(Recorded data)
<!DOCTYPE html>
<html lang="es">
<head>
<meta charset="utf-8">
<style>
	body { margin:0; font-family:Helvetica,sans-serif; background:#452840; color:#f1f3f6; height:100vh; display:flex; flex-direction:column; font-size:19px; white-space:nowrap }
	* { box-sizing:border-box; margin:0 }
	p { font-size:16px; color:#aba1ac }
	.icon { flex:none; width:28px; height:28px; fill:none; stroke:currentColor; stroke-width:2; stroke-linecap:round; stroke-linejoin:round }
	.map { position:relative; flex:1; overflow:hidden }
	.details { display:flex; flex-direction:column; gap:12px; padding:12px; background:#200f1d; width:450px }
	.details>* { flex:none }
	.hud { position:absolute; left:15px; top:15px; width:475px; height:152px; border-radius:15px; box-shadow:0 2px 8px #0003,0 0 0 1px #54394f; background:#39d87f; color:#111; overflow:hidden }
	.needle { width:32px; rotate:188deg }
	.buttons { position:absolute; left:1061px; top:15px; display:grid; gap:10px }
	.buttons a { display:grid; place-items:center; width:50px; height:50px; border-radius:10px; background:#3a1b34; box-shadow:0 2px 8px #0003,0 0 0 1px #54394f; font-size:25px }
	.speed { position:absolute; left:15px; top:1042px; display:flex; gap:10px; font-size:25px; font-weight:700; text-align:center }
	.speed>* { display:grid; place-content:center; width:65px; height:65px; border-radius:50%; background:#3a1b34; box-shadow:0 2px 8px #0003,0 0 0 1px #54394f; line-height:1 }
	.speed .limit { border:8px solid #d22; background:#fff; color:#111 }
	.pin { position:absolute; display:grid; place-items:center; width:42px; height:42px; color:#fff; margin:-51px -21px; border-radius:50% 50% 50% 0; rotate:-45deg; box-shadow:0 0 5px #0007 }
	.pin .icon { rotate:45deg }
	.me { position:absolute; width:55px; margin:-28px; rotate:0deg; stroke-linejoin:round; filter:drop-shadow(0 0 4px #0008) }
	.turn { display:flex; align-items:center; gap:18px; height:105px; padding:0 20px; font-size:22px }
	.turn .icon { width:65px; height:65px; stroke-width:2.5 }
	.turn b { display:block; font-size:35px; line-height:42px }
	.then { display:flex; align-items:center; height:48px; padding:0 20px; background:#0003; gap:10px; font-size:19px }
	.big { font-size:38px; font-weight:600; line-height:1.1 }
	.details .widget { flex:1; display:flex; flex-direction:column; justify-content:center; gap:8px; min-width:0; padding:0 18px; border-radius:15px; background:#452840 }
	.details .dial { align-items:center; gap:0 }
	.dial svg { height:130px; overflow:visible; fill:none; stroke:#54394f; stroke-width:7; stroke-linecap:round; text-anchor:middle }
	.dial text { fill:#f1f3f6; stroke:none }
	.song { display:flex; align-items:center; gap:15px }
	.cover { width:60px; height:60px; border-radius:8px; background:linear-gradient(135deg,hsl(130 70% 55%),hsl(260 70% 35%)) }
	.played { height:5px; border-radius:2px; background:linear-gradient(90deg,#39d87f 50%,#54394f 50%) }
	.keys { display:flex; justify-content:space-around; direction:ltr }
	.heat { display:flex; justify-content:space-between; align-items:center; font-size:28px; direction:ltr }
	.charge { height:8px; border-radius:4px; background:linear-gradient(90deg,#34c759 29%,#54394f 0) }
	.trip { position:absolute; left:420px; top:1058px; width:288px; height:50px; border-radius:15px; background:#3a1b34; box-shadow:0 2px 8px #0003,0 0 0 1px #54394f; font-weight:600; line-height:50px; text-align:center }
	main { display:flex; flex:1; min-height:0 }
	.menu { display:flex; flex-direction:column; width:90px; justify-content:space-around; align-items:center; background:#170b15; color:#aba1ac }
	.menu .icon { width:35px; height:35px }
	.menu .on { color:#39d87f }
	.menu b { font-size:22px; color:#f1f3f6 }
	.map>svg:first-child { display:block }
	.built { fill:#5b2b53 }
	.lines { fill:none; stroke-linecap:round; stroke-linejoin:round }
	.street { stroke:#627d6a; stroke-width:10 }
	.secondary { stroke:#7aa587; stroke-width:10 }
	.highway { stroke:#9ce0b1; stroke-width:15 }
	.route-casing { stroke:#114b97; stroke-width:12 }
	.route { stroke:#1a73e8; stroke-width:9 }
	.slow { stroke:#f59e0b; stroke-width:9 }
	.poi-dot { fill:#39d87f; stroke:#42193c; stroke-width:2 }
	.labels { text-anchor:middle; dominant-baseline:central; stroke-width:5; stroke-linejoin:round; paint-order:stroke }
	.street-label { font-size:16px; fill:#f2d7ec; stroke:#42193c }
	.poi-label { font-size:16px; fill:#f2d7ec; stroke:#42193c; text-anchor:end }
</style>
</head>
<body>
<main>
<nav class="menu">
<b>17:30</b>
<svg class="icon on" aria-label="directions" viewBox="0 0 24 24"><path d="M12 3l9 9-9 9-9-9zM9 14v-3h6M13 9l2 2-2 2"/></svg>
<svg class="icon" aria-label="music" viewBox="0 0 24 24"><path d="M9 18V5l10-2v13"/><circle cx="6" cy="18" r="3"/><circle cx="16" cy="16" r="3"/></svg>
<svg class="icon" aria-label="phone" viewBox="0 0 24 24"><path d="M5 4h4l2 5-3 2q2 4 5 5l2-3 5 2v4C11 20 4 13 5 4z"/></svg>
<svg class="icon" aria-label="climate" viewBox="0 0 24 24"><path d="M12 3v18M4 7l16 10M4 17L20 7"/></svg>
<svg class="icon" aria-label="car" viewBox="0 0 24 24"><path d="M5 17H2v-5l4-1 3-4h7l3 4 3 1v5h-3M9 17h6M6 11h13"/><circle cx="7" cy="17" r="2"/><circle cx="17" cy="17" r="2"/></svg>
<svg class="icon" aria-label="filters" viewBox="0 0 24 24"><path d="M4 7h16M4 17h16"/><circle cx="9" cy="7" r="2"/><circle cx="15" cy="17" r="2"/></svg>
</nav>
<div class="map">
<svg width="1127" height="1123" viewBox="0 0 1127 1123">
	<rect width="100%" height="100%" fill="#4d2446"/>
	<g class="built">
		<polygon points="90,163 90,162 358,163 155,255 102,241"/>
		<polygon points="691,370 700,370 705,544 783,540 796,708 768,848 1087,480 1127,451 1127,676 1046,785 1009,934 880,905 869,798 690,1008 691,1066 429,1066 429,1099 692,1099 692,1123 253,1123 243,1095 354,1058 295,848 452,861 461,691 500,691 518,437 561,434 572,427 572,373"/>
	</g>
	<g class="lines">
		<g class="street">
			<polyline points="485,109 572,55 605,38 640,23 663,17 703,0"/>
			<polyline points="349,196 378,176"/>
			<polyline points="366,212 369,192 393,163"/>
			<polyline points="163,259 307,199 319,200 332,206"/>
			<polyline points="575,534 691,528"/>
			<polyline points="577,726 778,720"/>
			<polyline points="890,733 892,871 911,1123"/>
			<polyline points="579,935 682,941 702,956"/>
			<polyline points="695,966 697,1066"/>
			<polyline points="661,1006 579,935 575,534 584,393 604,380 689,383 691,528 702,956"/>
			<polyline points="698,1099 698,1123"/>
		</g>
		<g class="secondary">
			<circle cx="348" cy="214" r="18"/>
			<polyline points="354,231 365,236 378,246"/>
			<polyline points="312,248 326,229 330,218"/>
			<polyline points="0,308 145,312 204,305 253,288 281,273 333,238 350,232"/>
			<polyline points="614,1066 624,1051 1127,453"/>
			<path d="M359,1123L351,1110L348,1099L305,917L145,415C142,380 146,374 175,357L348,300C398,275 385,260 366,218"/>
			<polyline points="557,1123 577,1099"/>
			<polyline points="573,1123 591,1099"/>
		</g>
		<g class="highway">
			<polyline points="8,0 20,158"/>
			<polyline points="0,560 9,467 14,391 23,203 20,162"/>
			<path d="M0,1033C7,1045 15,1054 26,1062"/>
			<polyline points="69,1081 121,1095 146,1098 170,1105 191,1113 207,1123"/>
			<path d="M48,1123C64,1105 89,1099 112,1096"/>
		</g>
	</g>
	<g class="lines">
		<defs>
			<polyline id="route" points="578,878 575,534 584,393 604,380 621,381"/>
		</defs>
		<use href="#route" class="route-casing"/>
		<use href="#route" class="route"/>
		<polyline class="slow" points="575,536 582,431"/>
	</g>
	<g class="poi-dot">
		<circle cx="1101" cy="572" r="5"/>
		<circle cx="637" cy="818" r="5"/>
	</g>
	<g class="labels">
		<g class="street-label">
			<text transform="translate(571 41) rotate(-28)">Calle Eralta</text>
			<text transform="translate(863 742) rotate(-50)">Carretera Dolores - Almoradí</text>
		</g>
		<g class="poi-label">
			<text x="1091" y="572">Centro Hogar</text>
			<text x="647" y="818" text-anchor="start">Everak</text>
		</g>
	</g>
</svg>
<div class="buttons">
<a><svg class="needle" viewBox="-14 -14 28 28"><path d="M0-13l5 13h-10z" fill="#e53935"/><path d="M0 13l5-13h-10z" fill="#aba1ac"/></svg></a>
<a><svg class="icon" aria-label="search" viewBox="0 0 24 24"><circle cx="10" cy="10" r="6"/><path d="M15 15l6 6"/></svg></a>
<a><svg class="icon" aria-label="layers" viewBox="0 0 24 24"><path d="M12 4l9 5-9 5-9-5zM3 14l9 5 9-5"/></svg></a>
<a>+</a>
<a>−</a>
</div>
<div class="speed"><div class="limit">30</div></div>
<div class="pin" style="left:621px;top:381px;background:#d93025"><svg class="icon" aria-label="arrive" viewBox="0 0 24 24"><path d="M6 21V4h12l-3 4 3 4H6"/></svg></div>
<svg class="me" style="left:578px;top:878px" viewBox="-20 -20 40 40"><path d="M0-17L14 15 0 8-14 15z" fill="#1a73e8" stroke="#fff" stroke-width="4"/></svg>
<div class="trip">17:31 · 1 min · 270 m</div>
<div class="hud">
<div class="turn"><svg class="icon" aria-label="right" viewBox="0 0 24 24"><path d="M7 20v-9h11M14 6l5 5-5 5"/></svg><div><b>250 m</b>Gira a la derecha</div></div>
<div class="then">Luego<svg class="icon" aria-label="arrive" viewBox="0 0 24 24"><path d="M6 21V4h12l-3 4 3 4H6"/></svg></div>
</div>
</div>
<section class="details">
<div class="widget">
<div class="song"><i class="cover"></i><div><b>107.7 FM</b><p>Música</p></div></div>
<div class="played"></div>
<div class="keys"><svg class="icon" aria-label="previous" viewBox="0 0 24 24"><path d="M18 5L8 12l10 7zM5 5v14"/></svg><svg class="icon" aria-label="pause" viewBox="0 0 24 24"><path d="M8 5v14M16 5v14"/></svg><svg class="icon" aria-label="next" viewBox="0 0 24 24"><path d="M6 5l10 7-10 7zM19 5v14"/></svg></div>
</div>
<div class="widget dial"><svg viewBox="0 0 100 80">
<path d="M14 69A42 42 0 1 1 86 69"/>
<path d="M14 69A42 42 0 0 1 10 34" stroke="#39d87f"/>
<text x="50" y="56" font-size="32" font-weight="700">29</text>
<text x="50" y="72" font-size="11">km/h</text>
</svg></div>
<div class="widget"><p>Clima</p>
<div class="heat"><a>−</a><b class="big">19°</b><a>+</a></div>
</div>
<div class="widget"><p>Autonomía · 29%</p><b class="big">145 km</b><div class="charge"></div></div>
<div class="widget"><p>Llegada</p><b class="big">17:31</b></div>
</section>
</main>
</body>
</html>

▶ **Brief**
Looking through the entries, count the lines that hold the word "cover" and state that count alone.

▶ **Output for this exercise**
2